§ **What needs to be done**
Scan the listing below for "bubble", then report every line that has it.

§ **Source data**
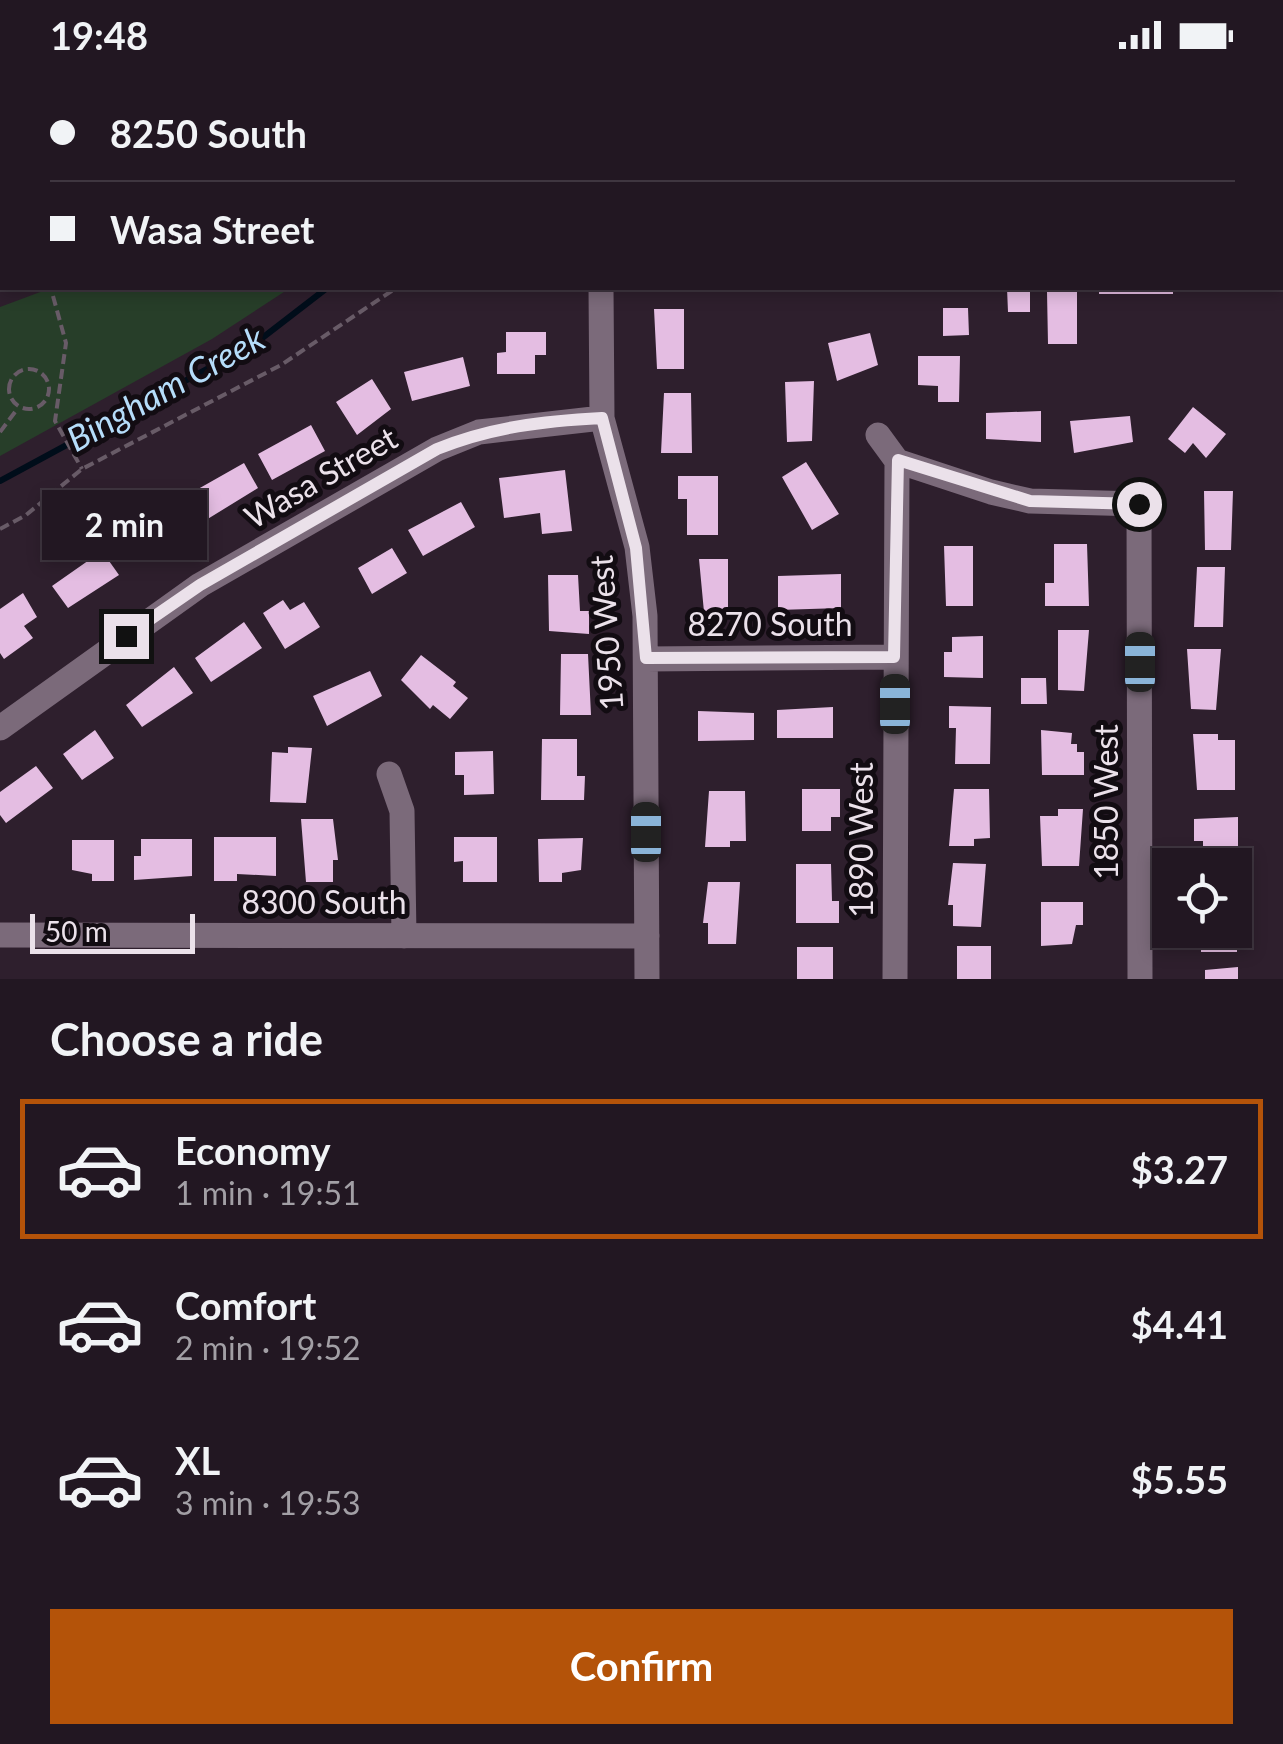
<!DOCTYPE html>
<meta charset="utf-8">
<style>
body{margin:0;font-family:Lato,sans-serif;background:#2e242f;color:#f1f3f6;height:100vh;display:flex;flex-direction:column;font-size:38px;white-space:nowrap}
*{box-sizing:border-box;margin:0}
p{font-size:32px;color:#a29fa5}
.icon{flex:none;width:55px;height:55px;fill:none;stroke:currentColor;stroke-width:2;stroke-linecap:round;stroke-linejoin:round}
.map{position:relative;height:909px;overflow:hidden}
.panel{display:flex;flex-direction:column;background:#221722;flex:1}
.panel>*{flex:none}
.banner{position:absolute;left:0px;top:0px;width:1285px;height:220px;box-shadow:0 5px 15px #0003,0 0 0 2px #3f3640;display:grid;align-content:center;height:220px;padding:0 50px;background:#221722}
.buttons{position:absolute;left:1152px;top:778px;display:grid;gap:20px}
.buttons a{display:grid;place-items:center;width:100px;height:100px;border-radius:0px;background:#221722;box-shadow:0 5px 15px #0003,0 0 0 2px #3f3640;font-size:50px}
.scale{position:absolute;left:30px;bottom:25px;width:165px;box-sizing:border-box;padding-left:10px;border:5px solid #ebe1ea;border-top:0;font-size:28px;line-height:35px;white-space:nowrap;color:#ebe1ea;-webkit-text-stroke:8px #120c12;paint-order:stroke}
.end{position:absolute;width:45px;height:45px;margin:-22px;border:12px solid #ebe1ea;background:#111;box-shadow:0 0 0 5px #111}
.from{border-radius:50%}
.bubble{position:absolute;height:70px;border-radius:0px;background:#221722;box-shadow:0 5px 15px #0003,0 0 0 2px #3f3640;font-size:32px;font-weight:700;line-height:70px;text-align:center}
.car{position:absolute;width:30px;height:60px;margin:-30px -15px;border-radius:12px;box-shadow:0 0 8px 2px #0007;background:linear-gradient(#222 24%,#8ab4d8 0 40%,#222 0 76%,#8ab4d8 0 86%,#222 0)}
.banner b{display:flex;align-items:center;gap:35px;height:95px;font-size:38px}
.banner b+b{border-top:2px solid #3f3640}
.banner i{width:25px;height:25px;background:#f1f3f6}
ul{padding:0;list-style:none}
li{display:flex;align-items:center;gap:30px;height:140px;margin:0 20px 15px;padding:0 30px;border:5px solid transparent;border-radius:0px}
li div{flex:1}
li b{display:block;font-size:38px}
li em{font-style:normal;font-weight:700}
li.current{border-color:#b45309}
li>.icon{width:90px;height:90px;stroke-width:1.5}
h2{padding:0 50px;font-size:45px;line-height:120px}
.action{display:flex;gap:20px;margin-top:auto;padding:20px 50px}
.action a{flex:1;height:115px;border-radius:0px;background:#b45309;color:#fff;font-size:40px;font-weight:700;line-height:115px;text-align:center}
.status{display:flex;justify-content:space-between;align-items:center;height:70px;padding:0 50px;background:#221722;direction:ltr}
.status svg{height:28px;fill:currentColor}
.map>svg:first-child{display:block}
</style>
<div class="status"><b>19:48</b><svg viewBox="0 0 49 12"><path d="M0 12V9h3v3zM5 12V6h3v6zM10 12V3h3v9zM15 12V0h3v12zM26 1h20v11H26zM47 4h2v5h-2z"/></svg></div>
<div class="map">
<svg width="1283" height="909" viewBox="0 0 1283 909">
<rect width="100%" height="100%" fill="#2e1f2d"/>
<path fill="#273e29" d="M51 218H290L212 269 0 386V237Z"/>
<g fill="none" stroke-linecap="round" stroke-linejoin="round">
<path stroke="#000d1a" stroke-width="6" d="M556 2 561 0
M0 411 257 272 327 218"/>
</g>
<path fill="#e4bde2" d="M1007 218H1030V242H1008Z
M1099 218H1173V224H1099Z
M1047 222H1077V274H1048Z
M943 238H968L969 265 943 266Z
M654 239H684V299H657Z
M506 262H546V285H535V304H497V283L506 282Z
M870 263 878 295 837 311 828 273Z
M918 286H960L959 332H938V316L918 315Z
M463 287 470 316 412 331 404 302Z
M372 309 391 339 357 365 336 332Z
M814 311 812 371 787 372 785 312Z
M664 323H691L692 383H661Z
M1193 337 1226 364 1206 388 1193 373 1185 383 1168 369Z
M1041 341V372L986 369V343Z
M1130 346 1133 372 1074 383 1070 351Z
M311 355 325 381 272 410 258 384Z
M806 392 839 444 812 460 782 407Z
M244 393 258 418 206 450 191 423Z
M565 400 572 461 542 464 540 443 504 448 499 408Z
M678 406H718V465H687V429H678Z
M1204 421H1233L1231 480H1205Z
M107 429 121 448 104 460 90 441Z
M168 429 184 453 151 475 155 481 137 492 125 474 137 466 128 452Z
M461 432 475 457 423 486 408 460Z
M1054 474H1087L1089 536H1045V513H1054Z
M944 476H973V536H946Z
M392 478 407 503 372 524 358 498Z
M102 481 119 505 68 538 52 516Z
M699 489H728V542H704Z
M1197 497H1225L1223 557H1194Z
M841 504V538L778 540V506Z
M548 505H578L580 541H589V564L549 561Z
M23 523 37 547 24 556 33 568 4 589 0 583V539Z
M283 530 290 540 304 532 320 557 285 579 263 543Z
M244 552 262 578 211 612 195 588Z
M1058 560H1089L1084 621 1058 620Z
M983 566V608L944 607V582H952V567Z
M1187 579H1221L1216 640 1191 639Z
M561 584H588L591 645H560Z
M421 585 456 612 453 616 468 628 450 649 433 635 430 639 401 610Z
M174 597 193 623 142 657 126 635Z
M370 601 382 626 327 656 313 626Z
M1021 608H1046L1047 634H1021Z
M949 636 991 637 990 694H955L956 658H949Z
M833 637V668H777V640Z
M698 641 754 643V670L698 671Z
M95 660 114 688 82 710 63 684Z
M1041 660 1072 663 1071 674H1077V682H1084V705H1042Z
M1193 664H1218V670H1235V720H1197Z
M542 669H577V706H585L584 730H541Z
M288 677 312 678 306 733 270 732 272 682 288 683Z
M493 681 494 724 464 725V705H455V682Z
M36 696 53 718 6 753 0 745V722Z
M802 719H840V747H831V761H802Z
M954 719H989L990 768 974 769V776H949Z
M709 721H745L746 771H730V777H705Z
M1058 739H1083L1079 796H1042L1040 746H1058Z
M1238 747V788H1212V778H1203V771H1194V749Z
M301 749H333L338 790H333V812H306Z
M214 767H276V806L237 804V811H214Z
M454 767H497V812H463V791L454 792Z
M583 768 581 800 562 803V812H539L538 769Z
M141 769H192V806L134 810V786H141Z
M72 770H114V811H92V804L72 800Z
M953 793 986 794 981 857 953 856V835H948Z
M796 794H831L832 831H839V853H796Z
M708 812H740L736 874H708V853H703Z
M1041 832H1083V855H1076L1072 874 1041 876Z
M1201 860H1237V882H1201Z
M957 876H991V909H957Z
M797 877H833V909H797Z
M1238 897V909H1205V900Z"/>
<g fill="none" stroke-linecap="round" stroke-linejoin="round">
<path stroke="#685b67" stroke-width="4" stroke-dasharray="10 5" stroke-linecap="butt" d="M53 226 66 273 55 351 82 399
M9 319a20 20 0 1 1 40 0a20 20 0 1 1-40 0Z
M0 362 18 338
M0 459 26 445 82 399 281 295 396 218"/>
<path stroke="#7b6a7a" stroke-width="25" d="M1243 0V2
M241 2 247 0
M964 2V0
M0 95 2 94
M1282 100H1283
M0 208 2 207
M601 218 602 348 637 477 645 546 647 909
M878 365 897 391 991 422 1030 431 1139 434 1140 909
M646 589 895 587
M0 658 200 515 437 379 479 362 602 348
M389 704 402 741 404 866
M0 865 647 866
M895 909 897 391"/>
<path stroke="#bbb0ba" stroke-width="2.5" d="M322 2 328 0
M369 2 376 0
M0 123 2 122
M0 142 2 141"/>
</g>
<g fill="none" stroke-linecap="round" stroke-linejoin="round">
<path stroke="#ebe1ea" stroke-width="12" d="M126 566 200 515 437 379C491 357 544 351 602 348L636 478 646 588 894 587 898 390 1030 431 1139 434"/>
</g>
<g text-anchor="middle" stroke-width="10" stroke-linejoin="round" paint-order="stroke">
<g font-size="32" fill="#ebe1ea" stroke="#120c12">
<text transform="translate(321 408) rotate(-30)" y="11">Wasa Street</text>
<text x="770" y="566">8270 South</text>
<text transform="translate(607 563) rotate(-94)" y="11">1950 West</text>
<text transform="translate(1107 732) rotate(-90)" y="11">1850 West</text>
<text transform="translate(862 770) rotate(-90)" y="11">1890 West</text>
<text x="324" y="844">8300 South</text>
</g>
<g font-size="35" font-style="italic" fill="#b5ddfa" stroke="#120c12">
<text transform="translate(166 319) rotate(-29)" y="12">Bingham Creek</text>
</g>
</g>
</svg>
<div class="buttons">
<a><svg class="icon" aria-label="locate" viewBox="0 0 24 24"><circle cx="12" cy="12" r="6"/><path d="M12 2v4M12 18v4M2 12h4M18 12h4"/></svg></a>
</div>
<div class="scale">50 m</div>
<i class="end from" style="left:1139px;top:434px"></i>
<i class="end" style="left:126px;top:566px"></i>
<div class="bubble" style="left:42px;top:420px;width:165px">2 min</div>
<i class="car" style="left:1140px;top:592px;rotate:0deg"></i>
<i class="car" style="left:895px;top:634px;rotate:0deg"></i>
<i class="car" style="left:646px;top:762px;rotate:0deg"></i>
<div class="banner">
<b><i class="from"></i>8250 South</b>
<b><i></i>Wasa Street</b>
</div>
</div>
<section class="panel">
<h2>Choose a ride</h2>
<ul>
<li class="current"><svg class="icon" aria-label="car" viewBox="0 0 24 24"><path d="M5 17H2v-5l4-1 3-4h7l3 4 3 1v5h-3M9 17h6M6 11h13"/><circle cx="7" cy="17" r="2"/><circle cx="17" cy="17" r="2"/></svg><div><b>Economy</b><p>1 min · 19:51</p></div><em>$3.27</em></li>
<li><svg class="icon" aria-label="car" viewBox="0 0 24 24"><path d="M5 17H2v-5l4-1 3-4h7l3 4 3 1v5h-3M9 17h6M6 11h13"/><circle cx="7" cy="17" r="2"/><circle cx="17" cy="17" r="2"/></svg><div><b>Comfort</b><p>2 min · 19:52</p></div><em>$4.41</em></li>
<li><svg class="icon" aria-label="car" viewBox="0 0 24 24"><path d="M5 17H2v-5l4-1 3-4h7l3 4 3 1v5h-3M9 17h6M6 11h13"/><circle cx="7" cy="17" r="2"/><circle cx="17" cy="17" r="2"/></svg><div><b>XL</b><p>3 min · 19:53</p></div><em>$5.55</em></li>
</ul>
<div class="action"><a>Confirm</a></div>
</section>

§ **The answer**
.bubble{position:absolute;height:70px;border-radius:0px;background:#221722;box-shadow:0 5px 15px #0003,0 0 0 2px #3f3640;font-size:32px;font-weight:700;line-height:70px;text-align:center}
<div class="bubble" style="left:42px;top:420px;width:165px">2 min</div>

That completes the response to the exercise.